Y: What are you reading, Don?
D: A murder mystery.
Y: Is it any good?
D: It’s pretty predictable.
Y: I’ve got a mystery for you: the mystery of the missing jumbo squid off the coast of Baja California. Want to hear it?
D: Sure. There used to be a huge jumbo squid fishery there, right?
Y: The fourth largest in all of Mexico. And then, suddenly, it collapsed.
D: The plot thickens.
Y: A team of scientists took a look at fisheries records and reports, oceanographic data, and studied the squid themselves to figure out what happened. They found that over the period of time that the fishery was declining, the ocean water had become warmer, and the squid, in turn, had become smaller and lived shorter lives. In the past, the Gulf of California had warm El Niño waters inhospitable to jumbo squid followed by cooler La Niña waters. In the past decade, though, La Niña has been absent, and the water has stayed warm for longer periods of time, which makes conditions difficult for both jumbo squid and their prey. In response, jumbo squid don’t grow as big or live as long, and reproduce earlier.

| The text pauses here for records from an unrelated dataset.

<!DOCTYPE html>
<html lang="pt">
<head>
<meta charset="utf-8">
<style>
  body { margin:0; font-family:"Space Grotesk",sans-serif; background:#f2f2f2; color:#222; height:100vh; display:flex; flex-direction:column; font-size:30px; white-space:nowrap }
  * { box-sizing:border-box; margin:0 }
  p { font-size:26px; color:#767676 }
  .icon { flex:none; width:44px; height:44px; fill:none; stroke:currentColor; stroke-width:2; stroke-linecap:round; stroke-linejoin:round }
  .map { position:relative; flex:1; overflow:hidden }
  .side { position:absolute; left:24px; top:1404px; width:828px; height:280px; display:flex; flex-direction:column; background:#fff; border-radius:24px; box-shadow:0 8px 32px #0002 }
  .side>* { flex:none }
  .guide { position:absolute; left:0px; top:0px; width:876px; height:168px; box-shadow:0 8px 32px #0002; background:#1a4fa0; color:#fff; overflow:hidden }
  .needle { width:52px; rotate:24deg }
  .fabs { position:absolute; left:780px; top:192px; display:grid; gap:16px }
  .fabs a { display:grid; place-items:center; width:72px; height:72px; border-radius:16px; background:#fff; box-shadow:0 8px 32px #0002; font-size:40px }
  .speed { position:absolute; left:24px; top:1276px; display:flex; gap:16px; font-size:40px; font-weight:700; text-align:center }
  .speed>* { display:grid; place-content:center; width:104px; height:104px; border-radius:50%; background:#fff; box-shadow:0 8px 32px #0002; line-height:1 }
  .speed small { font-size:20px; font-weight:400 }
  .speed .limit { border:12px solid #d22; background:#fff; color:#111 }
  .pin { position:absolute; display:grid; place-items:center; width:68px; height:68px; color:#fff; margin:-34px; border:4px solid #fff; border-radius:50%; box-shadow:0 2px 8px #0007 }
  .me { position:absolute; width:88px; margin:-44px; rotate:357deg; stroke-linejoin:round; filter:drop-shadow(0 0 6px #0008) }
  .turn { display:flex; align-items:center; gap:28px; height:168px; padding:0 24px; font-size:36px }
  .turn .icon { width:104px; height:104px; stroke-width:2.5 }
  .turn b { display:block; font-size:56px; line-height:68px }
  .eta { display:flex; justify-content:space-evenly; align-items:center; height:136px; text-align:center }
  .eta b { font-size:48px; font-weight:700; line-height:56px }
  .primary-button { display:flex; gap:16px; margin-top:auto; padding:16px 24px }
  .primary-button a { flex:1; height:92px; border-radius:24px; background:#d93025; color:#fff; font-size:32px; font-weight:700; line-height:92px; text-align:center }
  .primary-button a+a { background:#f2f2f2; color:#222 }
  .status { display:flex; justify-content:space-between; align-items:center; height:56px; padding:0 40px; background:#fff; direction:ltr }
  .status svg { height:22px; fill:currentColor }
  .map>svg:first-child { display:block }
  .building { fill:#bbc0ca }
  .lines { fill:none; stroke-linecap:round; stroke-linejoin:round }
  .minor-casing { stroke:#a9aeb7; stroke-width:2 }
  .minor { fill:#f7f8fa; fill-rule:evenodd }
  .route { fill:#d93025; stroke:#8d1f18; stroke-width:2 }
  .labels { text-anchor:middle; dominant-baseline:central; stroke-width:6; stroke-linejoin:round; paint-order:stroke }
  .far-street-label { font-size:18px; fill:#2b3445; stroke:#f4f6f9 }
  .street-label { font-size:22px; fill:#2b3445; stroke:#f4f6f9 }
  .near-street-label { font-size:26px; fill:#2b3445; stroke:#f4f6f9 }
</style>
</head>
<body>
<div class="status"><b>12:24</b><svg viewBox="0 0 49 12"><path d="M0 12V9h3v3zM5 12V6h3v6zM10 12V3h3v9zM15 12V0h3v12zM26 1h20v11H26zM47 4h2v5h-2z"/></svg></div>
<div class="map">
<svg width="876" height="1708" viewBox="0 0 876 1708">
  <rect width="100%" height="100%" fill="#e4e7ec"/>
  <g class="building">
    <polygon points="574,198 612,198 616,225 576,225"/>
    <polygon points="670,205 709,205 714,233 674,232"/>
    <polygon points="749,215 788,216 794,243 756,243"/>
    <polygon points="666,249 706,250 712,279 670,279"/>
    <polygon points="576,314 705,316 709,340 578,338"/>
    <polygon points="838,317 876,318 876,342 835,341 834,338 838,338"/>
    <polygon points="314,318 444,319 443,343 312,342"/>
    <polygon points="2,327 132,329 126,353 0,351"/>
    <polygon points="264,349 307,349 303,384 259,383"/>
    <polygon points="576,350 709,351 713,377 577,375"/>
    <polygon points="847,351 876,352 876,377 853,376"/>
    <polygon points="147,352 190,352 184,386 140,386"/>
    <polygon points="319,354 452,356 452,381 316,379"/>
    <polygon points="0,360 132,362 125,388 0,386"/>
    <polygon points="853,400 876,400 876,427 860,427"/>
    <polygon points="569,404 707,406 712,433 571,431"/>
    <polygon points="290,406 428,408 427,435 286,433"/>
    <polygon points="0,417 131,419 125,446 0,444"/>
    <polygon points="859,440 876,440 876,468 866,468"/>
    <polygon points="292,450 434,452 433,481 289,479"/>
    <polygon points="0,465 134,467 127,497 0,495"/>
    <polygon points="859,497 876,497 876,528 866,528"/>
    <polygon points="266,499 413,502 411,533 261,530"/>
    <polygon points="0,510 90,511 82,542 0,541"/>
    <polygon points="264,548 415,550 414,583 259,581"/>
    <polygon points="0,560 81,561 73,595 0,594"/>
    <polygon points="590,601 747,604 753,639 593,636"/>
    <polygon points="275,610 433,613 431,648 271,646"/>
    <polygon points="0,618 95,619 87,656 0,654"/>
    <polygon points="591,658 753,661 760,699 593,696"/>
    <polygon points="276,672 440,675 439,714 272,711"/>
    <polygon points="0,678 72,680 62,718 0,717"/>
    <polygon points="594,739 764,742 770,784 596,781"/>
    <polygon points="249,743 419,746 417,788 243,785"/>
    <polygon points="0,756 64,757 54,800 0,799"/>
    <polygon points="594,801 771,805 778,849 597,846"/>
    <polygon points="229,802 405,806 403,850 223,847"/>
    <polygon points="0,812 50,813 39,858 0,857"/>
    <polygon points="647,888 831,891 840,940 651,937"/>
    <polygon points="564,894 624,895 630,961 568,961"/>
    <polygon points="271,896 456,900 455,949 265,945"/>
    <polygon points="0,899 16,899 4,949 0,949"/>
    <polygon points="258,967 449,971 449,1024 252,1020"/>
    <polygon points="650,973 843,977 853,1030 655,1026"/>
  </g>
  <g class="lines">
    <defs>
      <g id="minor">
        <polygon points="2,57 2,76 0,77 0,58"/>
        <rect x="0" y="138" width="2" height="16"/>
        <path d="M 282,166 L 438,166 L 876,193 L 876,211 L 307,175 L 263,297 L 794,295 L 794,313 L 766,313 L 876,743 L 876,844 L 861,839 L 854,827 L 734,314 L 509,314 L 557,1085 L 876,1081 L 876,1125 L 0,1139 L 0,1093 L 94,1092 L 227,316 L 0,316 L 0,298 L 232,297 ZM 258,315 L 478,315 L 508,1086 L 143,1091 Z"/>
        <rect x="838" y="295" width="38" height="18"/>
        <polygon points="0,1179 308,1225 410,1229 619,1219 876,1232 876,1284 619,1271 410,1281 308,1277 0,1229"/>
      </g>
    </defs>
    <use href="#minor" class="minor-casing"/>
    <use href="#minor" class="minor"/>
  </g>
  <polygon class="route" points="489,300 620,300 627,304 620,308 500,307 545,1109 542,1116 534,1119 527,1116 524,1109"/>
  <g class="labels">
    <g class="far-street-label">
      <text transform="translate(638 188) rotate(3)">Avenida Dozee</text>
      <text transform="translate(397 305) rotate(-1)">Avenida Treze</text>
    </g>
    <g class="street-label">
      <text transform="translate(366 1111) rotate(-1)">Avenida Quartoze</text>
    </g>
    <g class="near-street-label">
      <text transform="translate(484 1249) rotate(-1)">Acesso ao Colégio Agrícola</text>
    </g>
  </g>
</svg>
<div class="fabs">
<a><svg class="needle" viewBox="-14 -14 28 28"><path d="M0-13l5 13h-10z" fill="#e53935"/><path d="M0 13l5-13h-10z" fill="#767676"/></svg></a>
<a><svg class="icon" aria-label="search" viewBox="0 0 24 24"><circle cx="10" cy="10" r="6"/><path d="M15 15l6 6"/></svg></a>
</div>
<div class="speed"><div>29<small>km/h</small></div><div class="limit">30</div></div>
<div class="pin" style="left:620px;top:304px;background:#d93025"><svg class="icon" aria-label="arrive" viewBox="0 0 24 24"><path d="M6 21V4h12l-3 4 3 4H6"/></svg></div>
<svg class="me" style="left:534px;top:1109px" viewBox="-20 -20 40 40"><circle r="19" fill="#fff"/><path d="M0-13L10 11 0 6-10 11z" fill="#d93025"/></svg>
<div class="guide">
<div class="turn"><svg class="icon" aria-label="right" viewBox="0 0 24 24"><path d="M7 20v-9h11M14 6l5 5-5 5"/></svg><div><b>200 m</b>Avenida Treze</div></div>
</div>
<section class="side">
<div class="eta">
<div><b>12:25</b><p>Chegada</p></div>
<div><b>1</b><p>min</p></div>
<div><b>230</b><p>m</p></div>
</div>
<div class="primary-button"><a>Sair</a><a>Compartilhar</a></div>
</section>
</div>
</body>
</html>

The jumbo squid aren’t so jumbo anymore, making them harder to catch and less profitable for fisheries. The researchers acknowledge that overfishing could have contributed to the decline, but the fact that the squid have gotten physically smaller tells us that there’s something else going on. We might be seeing more collapses like this in the future, the research implies.D: The mystery’s solved, but it’s not a happy ending for marine ecosystems or fisheries.